Dans les descentes, une vigilance particulière s’impose avec ces deux systèmes. Les versions standard n’agissant pas sur les freins, la gravité peut entraîner un dépassement de la vitesse programmée. Ce risque d’infraction concerne aussi bien le limiteur que le régulateur, l’automobiliste devant parfois intervenir manuellement sur la pédale de frein.

L’évolution vers des systèmes intelligents

Le système d’adaptation intelligente de la vitesse transforme radicalement l’approche du contrôle de l’allure. Obligatoire sur les nouveaux modèles depuis juillet 2022, ce dispositif combine lecture des panneaux routiers et géolocalisation. Cette technologie préventive alerte le conducteur par signaux visuels et sonores lorsqu’il dépasse les limitations réglementaires.

Contrairement aux idées reçues, l’AIV n’impose pas strictement le respect des vitesses. Le conducteur conserve la possibilité de forcer sur l’accélérateur, même si la résistance augmente. La désactivation manuelle reste autorisée, mais le système se réactive automatiquement au démarrage suivant. Cette approche vise à modifier progressivement les comportements routiers.

Le régulateur adaptatif représente une autre avancée majeure. Ce dispositif maintient automatiquement une distance de sécurité d’au moins deux secondes avec le véhicule précédent. Si celui-ci freine, le système ajuste instantanément l’allure pour conserver l’intervalle sélectionné. Cette assistance ne dispense pas d’une vigilance constante, le conducteur devant garder son pied à proximité de la pédale de frein.

L’installation d’un régulateur sur un véhicule non équipé reste possible en centre spécialisé. Le coût oscille entre 100 et 270 euros selon la complexité de l’opération. Néanmoins, rares sont désormais les automobiles dépourvues de ce dispositif en série.
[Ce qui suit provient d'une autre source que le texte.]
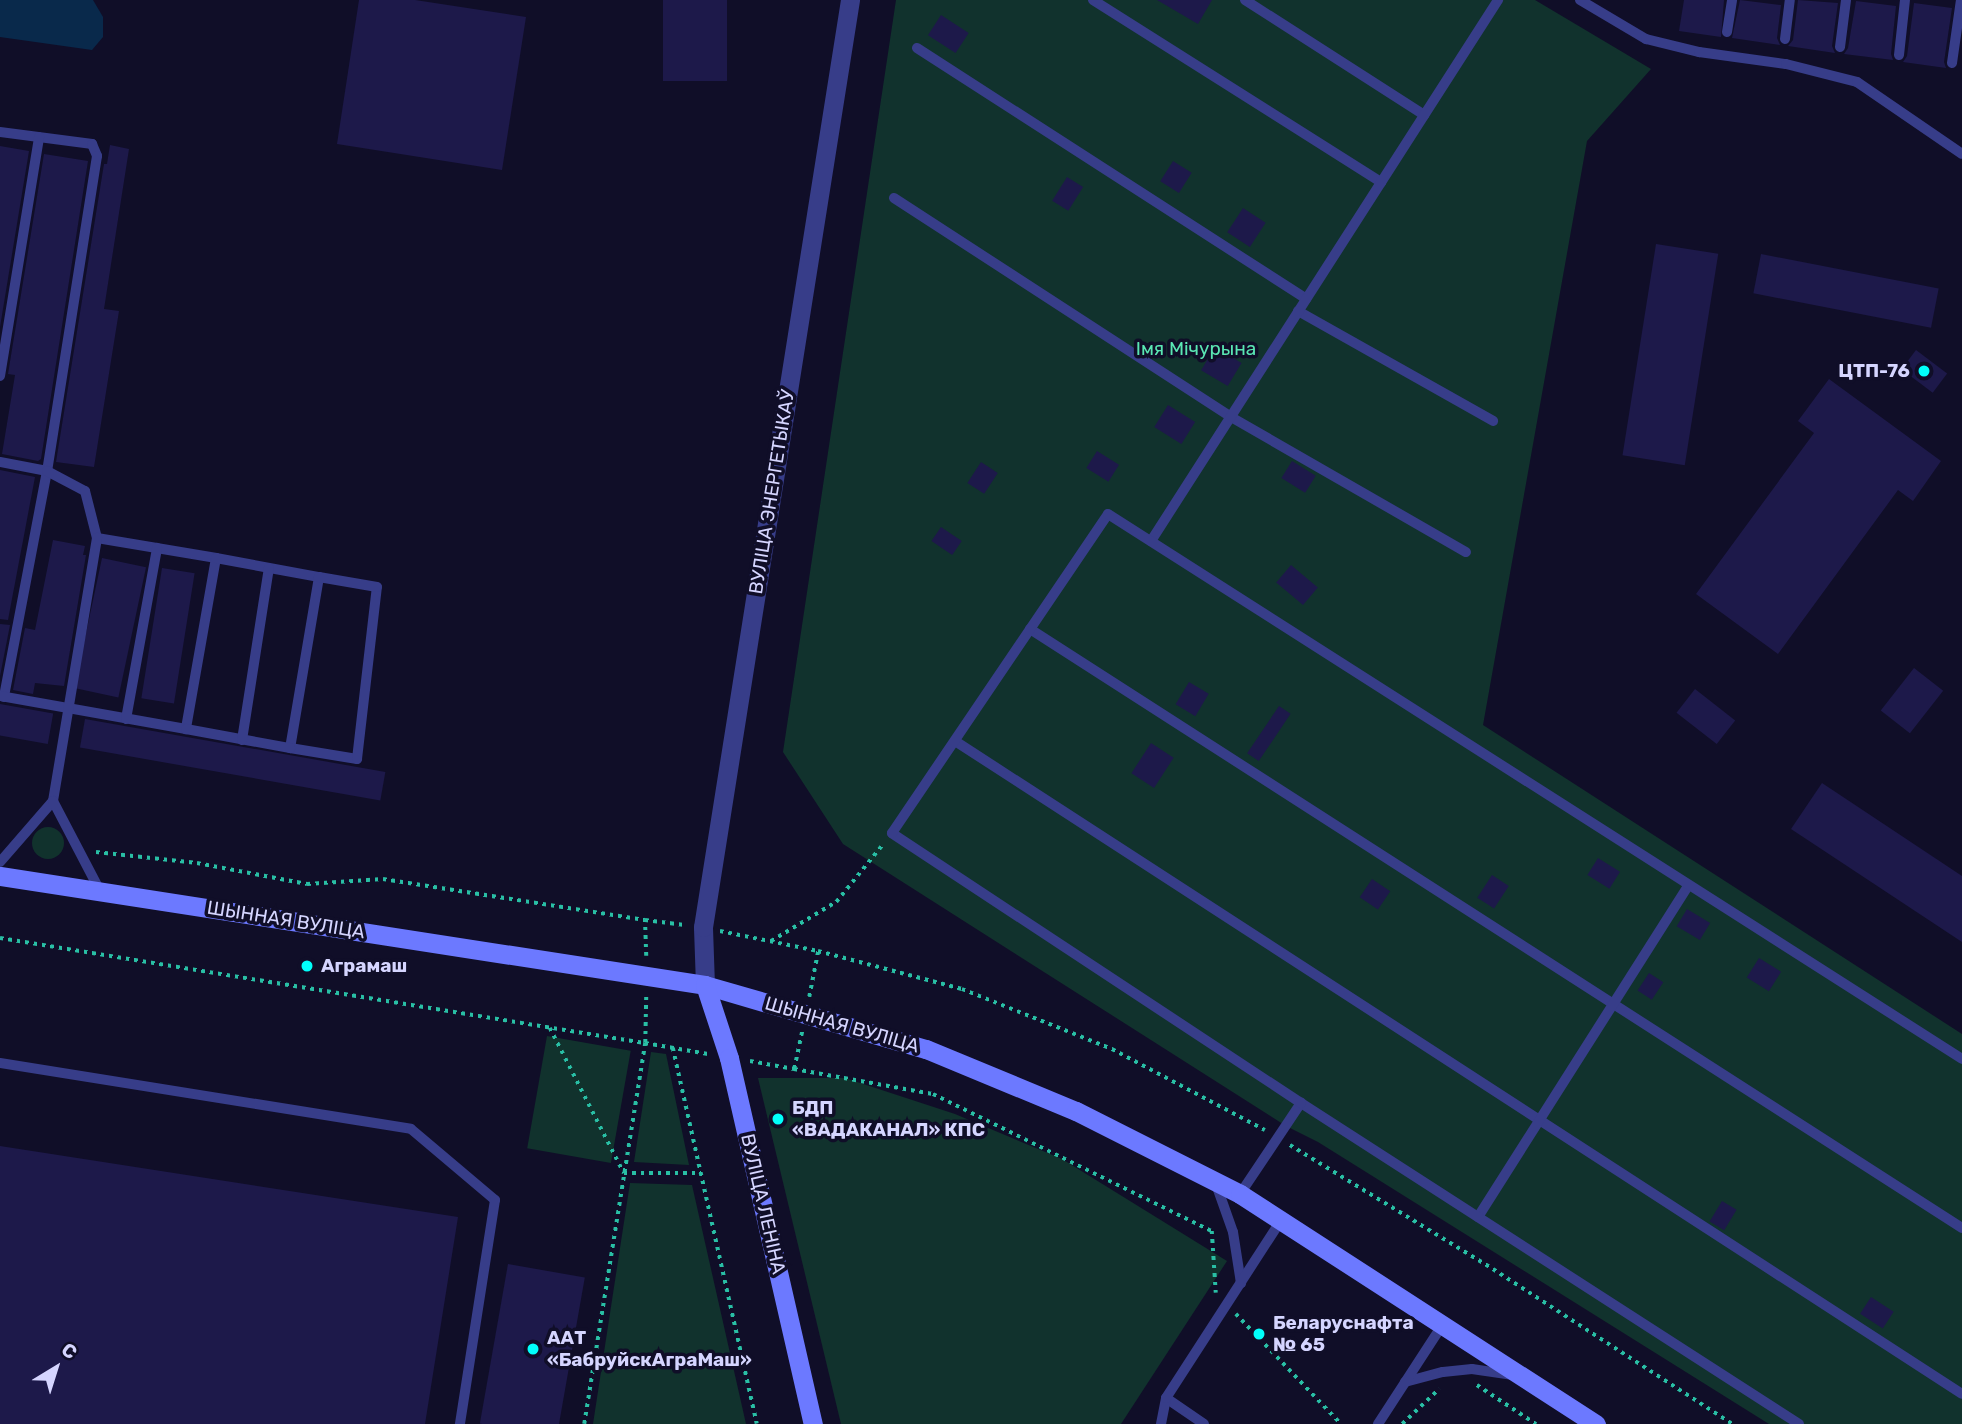 <!DOCTYPE html>
<meta charset="utf-8">
<style>
body{margin:0}
#map{position:relative;width:1962px;height:1424px;overflow:hidden;background:#100e28;font-family:Rubik,sans-serif}
div>[style]{position:absolute}
.green>*{inset:0;background:#11322d;transform-origin:0 0}
.round{border-radius:50%}
.water>*{inset:0;background:#09294b}
.building>*{inset:0;background:#1d194a;transform-origin:0 0}
.path>*{height:3.5px;margin-top:-1.75px;transform-origin:0;background:repeating-linear-gradient(90deg,#29bfa5 0 3.5px,transparent 0 8.5px)}
.service>*{height:10px;margin:-5px;padding:0 5px;transform-origin:5px;border-radius:5px;background:#373d89}
.minor>*{height:19px;margin:-9.5px;padding:0 9.5px;transform-origin:9.5px;border-radius:9.5px;background:#373d89}
.secondary>*{height:19px;margin:-9.5px;padding:0 9.5px;transform-origin:9.5px;border-radius:9.5px;background:#6c79ff}
.dots>*{width:19px;height:19px;translate:-50% -50%;box-sizing:border-box;border:4px solid #100e28;border-radius:50%}
span{translate:-50% -50%;white-space:nowrap;text-align:center;line-height:1.15;-webkit-text-stroke:7px #100e28;paint-order:stroke}
.park-label{font-size:19px;color:#5ae6b3}
.poi-label{font-size:19px;color:#d5d5ff;font-weight:700}
.right{translate:-100% -50%;text-align:right}
.left{translate:0 -50%;text-align:left}
.street-label{font-size:19px;color:#d5d5ff}
.north{position:absolute;left:21px;top:1333px;width:70px;height:70px;-webkit-text-stroke:5px #100e28;paint-order:stroke;rotate:38deg;font-size:19px;font-weight:700;line-height:28px;text-align:center;color:#d5d5ff}
.north::after{content:'';display:block;margin:auto;width:24px;height:32px;background:#d5d5ff;clip-path:polygon(50% 0,100% 100%,50% 72%,0 100%)}
</style>
<div id="map">
<div class="green">
<i style="clip-path:polygon(896px 0,1535px 0,1651px 69px,1587px 141px,1483px 725px,1962px 1034px,1962px 1424px,1769px 1424px,1318px 1142px,1286px 1126px,843px 844px,783px 752px)"></i>
<i class="round" style="left:32px;top:827px;width:32px;height:32px"></i>
<i style="left:547px;top:1036px;width:85px;height:114px;rotate:10deg"></i>
<i style="clip-path:polygon(651px 1052px,666px 1054px,689px 1165px,634px 1162px)"></i>
<i style="clip-path:polygon(758px 1078px,845px 1078px,955px 1114px,1062px 1159px,1227px 1261px,1121px 1424px,841px 1424px)"></i>
<i style="clip-path:polygon(630px 1183px,692px 1185px,746px 1424px,593px 1424px)"></i>
</div>
<div class="water">
<i style="clip-path:polygon(0 0,93px 0,103px 17px,103px 37px,92px 50px,0 37px)"></i>
</div>
<div class="building">
<i style="clip-path:polygon(359px 0,415px 0,526px 17px,502px 170px,337px 144px)"></i>
<i style="left:663px;top:0;width:64px;height:81px"></i>
<i style="clip-path:polygon(1157px 0,1212px 0,1198px 24px)"></i>
<i style="clip-path:polygon(1684px 0,1724px 0,1721px 37px,1679px 31px)"></i>
<i style="clip-path:polygon(1740px 0,1781px 5px,1777px 38px,1780px 45px,1732px 38px)"></i>
<i style="clip-path:polygon(1798px 0,1838px 3px,1832px 46px,1835px 53px,1788px 46px,1793px 40px)"></i>
<i style="clip-path:polygon(1856px 1px,1896px 6px,1891px 54px,1893px 60px,1844px 54px,1848px 48px)"></i>
<i style="clip-path:polygon(1914px 3px,1952px 8px,1944px 62px,1946px 68px,1903px 62px,1907px 56px)"></i>
<i style="left:941px;top:15px;width:33px;height:24px;rotate:33deg"></i>
<i style="clip-path:polygon(110px 145px,129px 149px,104px 309px,119px 311px,94px 467px,56px 462px,104px 164px,107px 164px)"></i>
<i style="clip-path:polygon(0 146px,29px 151px,0 327px)"></i>
<i style="clip-path:polygon(44px 154px,88px 161px,41px 459px,38px 461px,2px 454px,15px 375px,8px 374px)"></i>
<i style="left:1173px;top:161px;width:22px;height:24px;rotate:32deg"></i>
<i style="left:1067px;top:177px;width:19px;height:28px;rotate:32deg"></i>
<i style="left:1243px;top:208px;width:27px;height:29px;rotate:33deg"></i>
<i style="left:1656px;top:244px;width:63px;height:214px;rotate:9deg"></i>
<i style="left:1761px;top:254px;width:181px;height:40px;rotate:11deg"></i>
<i style="left:1215px;top:347px;width:31px;height:27px;rotate:31deg"></i>
<i style="left:1916px;top:350px;width:39px;height:24px;rotate:37deg"></i>
<i style="clip-path:polygon(1829px 379px,1941px 461px,1913px 501px,1898px 490px,1778px 654px,1696px 594px,1814px 433px,1798px 421px)"></i>
<i style="left:1168px;top:405px;width:32px;height:26px;rotate:32deg"></i>
<i style="left:1097px;top:451px;width:26px;height:20px;rotate:32deg"></i>
<i style="left:1292px;top:461px;width:28px;height:20px;rotate:32deg"></i>
<i style="left:981px;top:462px;width:20px;height:25px;rotate:33deg"></i>
<i style="clip-path:polygon(0 470px,35px 477px,8px 620px,0 619px)"></i>
<i style="left:941px;top:527px;width:25px;height:17px;rotate:34deg"></i>
<i style="clip-path:polygon(53px 540px,85px 546px,83px 555px,86px 555px,64px 686px,35px 683px,33px 694px,13px 690px,25px 628px,35px 630px)"></i>
<i style="left:102px;top:558px;width:45px;height:133px;rotate:12deg"></i>
<i style="left:1291px;top:565px;width:35px;height:23px;rotate:40deg"></i>
<i style="left:162px;top:568px;width:33px;height:132px;rotate:9deg"></i>
<i style="clip-path:polygon(0 624px,10px 625px,0 676px)"></i>
<i style="left:1914px;top:668px;width:37px;height:54px;rotate:38deg"></i>
<i style="left:1189px;top:682px;width:23px;height:26px;rotate:31deg"></i>
<i style="left:1695px;top:689px;width:51px;height:30px;rotate:38deg"></i>
<i style="left:0;top:704px;width:54px;height:31px;rotate:10deg"></i>
<i style="left:1279px;top:706px;width:14px;height:57px;rotate:34deg"></i>
<i style="left:85px;top:719px;width:305px;height:29px;rotate:10deg"></i>
<i style="left:1151px;top:743px;width:27px;height:36px;rotate:33deg"></i>
<i style="clip-path:polygon(1822px 783px,1962px 876px,1962px 942px,1791px 829px)"></i>
<i style="left:1598px;top:858px;width:26px;height:20px;rotate:32deg"></i>
<i style="left:1492px;top:875px;width:20px;height:27px;rotate:33deg"></i>
<i style="left:1372px;top:879px;width:22px;height:22px;rotate:34deg"></i>
<i style="left:1687px;top:909px;width:27px;height:20px;rotate:31deg"></i>
<i style="left:1759px;top:958px;width:26px;height:23px;rotate:32deg"></i>
<i style="left:1649px;top:973px;width:17px;height:21px;rotate:33deg"></i>
<i class="round" style="left:769px;top:1111px;width:16px;height:16px"></i>
<i style="clip-path:polygon(0 1146px,458px 1217px,425px 1424px,0 1424px)"></i>
<i style="left:1722px;top:1201px;width:17px;height:24px;rotate:31deg"></i>
<i style="left:508px;top:1264px;width:78px;height:162px;rotate:10deg"></i>
<i style="left:1871px;top:1297px;width:27px;height:20px;rotate:33deg"></i>
</div>
<div class="path">
<i style="left:96px;top:852px;width:102px;rotate:6.2deg"></i>
<i style="left:197px;top:863px;width:112px;rotate:10.8deg"></i>
<i style="left:307px;top:884px;width:76px;rotate:-3.8deg"></i>
<i style="left:383px;top:879px;width:265px;rotate:8.9deg"></i>
<i style="left:720px;top:931px;width:100px;rotate:11.5deg"></i>
<i style="left:818px;top:951px;width:149px;rotate:14.8deg"></i>
<i style="left:962px;top:989px;width:162px;rotate:21.8deg"></i>
<i style="left:1112px;top:1049px;width:173px;rotate:27.9deg"></i>
<i style="left:0;top:938px;width:653px;rotate:9.25deg"></i>
<i style="left:645px;top:1043px;width:48px;rotate:-88.8deg"></i>
<i style="left:771px;top:941px;width:76px;rotate:-31deg"></i>
<i style="left:836px;top:902px;width:76px;rotate:-50.9deg"></i>
<i style="left:646px;top:956px;width:36px;rotate:-92deg"></i>
<i style="left:645px;top:920px;width:40px;rotate:7.1deg"></i>
<i style="left:809px;top:997px;width:47px;rotate:-78.9deg"></i>
<i style="left:550px;top:1028px;width:163px;rotate:63deg"></i>
<i style="left:624px;top:1173px;width:77px"></i>
<i style="left:673px;top:1048px;width:385px;rotate:77.4deg"></i>
<i style="left:750px;top:1061px;width:45px;rotate:10.3deg"></i>
<i style="left:794px;top:1069px;width:38px;rotate:-78deg"></i>
<i style="left:794px;top:1069px;width:141px;rotate:10.2deg"></i>
<i style="left:933px;top:1094px;width:311px;rotate:26.2deg"></i>
<i style="left:1212px;top:1231px;width:62px;rotate:86.3deg"></i>
<i style="left:1290px;top:1145px;width:238px;rotate:31.4deg"></i>
<i style="left:1493px;top:1269px;width:286px;rotate:32.9deg"></i>
<i style="left:1236px;top:1314px;width:152px;rotate:46.3deg"></i>
<i style="left:1477px;top:1385px;width:71px;rotate:33.5deg"></i>
<i style="left:584px;top:1424px;width:386px;rotate:-80.9deg"></i>
<i style="left:645px;top:1043px;width:64px;rotate:9.9deg"></i>
<i style="left:1402px;top:1424px;width:51px;rotate:-43.4deg"></i>
</div>
<div class="service">
<i style="left:1093px;top:0;width:341px;rotate:32.3deg"></i>
<i style="left:1245px;top:0;width:213px;rotate:32.7deg"></i>
<i style="left:1580px;top:0;width:77px;rotate:30.6deg"></i>
<i style="left:1646px;top:39px;width:55px;rotate:13.8deg"></i>
<i style="left:1699px;top:52px;width:88px;rotate:7.9deg"></i>
<i style="left:1786px;top:64px;width:73px;rotate:14.2deg"></i>
<i style="left:1857px;top:82px;width:127px;rotate:34.4deg"></i>
<i style="left:1727px;top:32px;width:32px;rotate:-81deg"></i>
<i style="left:1785px;top:39px;width:39px;rotate:-83deg"></i>
<i style="left:1840px;top:47px;width:47px;rotate:-82.7deg"></i>
<i style="left:917px;top:48px;width:463px;rotate:32.8deg"></i>
<i style="left:1899px;top:55px;width:55px;rotate:-83.8deg"></i>
<i style="left:1952px;top:63px;width:64px;rotate:-81.9deg"></i>
<i style="left:0;top:132px;width:93px;rotate:7.4deg"></i>
<i style="left:92px;top:144px;width:13px;rotate:67deg"></i>
<i style="left:97px;top:156px;width:319px;rotate:99deg"></i>
<i style="left:47px;top:471px;width:230px;rotate:100.8deg"></i>
<i style="left:894px;top:198px;width:402px;rotate:33deg"></i>
<i style="left:1231px;top:417px;width:271px;rotate:29.9deg"></i>
<i style="left:1298px;top:311px;width:224px;rotate:29.4deg"></i>
<i style="left:0;top:376px;width:242px;rotate:-80.7deg"></i>
<i style="left:0;top:462px;width:48px;rotate:10.8deg"></i>
<i style="left:47px;top:471px;width:43px;rotate:27.8deg"></i>
<i style="left:85px;top:491px;width:49px;rotate:75.7deg"></i>
<i style="left:97px;top:538px;width:121px;rotate:9.5deg"></i>
<i style="left:216px;top:558px;width:174px;rotate:100deg"></i>
<i style="left:186px;top:729px;width:189px;rotate:-169.9deg"></i>
<i style="left:1151px;top:541px;width:643px;rotate:-57.32deg"></i>
<i style="left:216px;top:558px;width:105px;rotate:10.5deg"></i>
<i style="left:319px;top:577px;width:173px;rotate:99.6deg"></i>
<i style="left:290px;top:748px;width:68px;rotate:9.3deg"></i>
<i style="left:357px;top:759px;width:173px;rotate:-83.4deg"></i>
<i style="left:377px;top:587px;width:59px;rotate:-170.2deg"></i>
<i style="left:1030px;top:629px;width:1108px;rotate:32.73deg"></i>
<i style="left:126px;top:719px;width:174px;rotate:-79.7deg"></i>
<i style="left:186px;top:729px;width:106px;rotate:10.4deg"></i>
<i style="left:242px;top:740px;width:174px;rotate:-81.1deg"></i>
<i style="left:955px;top:741px;width:1200px;rotate:32.96deg"></i>
<i style="left:53px;top:801px;width:267px;rotate:-80.5deg"></i>
<i style="left:0;top:862px;width:81px;rotate:-49deg"></i>
<i style="left:53px;top:801px;width:102px;rotate:62.4deg"></i>
<i style="left:0;top:1063px;width:416px;rotate:9.1deg"></i>
<i style="left:411px;top:1129px;width:110px;rotate:40.2deg"></i>
<i style="left:495px;top:1200px;width:227px;rotate:98.9deg"></i>
<i style="left:1216px;top:1184px;width:51px;rotate:70.5deg"></i>
<i style="left:1233px;top:1232px;width:52px;rotate:81.1deg"></i>
<i style="left:1240px;top:1194px;width:110px;rotate:-56.2deg"></i>
<i style="left:1478px;top:1217px;width:393px;rotate:-57.6deg"></i>
<i style="left:1405px;top:1382px;width:39px;rotate:-15deg"></i>
<i style="left:1443px;top:1372px;width:29px;rotate:-6deg"></i>
<i style="left:1472px;top:1369px;width:40px;rotate:8.5deg"></i>
<i style="left:1166px;top:1398px;width:46px;rotate:34.4deg"></i>
<i style="left:1161px;top:1424px;width:26px;rotate:-79deg"></i>
<i style="left:1166px;top:1398px;width:213px;rotate:-57.1deg"></i>
<i style="left:1378px;top:1424px;width:119px;rotate:-57deg"></i>
<i style="left:1799px;top:1424px;width:592px;rotate:-147.2deg"></i>
<i style="left:1301px;top:1103px;width:490px;rotate:-146.6deg"></i>
<i style="left:892px;top:833px;width:385px;rotate:-55.9deg"></i>
<i style="left:1108px;top:514px;width:1013px;rotate:32.54deg"></i>
</div>
<div class="minor">
<i style="left:705px;top:985px;width:58px;rotate:-92deg"></i>
<i style="left:703px;top:927px;width:939px;rotate:-80.99deg"></i>
</div>
<div class="secondary">
<i style="left:0;top:876px;width:713px;rotate:8.79deg"></i>
<i style="left:705px;top:985px;width:230px;rotate:16.2deg"></i>
<i style="left:926px;top:1049px;width:162px;rotate:22.5deg"></i>
<i style="left:1076px;top:1111px;width:184px;rotate:26.8deg"></i>
<i style="left:1240px;top:1194px;width:424px;rotate:32.9deg"></i>
<i style="left:705px;top:985px;width:77px;rotate:71.8deg"></i>
<i style="left:729px;top:1058px;width:376px;rotate:77.1deg"></i>
</div>
<div class="dots">
<i style="left:1924px;top:371px;background:#01fffb"></i>
<i style="left:307px;top:966px;background:#01fffb"></i>
<i style="left:778px;top:1119px;background:#01fffb"></i>
<i style="left:1259px;top:1334px;background:#01fffb"></i>
<i style="left:533px;top:1349px;background:#01fffb"></i>
</div>
<div class="park-label">
<span style="left:1196px;top:349px">Імя Мічурына</span>
</div>
<div class="poi-label">
<span class="right" style="left:1910px;top:371px">ЦТП-76</span>
<span class="left" style="left:321px;top:966px">Аграмаш</span>
<span class="left" style="left:792px;top:1119px">БДП<br>«ВАДАКАНАЛ» КПС</span>
<span class="left" style="left:1273px;top:1334px">Беларуснафта<br>№ 65</span>
<span class="left" style="left:547px;top:1349px">ААТ<br>«БабруйскАграМаш»</span>
</div>
<div class="street-label">
<span style="left:772px;top:492px;rotate:-81deg">ВУЛІЦА ЭНЕРГЕТЫКАЎ</span>
<span style="left:286px;top:920px;rotate:9deg">ШЫННАЯ ВУЛІЦА</span>
<span style="left:842px;top:1025px;rotate:16deg">ШЫННАЯ ВУЛІЦА</span>
<span style="left:763px;top:1204px;rotate:77deg">ВУЛІЦА ЛЕНІНА</span>
</div>
<div class="north">С</div>
</div>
Tout comme pour augmenter la puissance du moteur sans reprogrammation, ces modifications techniques nécessitent l’intervention de professionnels qualifiés.

Les études révèlent que 60% des conducteurs utilisaient déjà un régulateur en 2016, cette proportion augmentant constamment. Les versions intelligentes gagnent du terrain, intégrant parfois une assistance au maintien de voie particulièrement appréciée sur les longs trajets autoroutiers.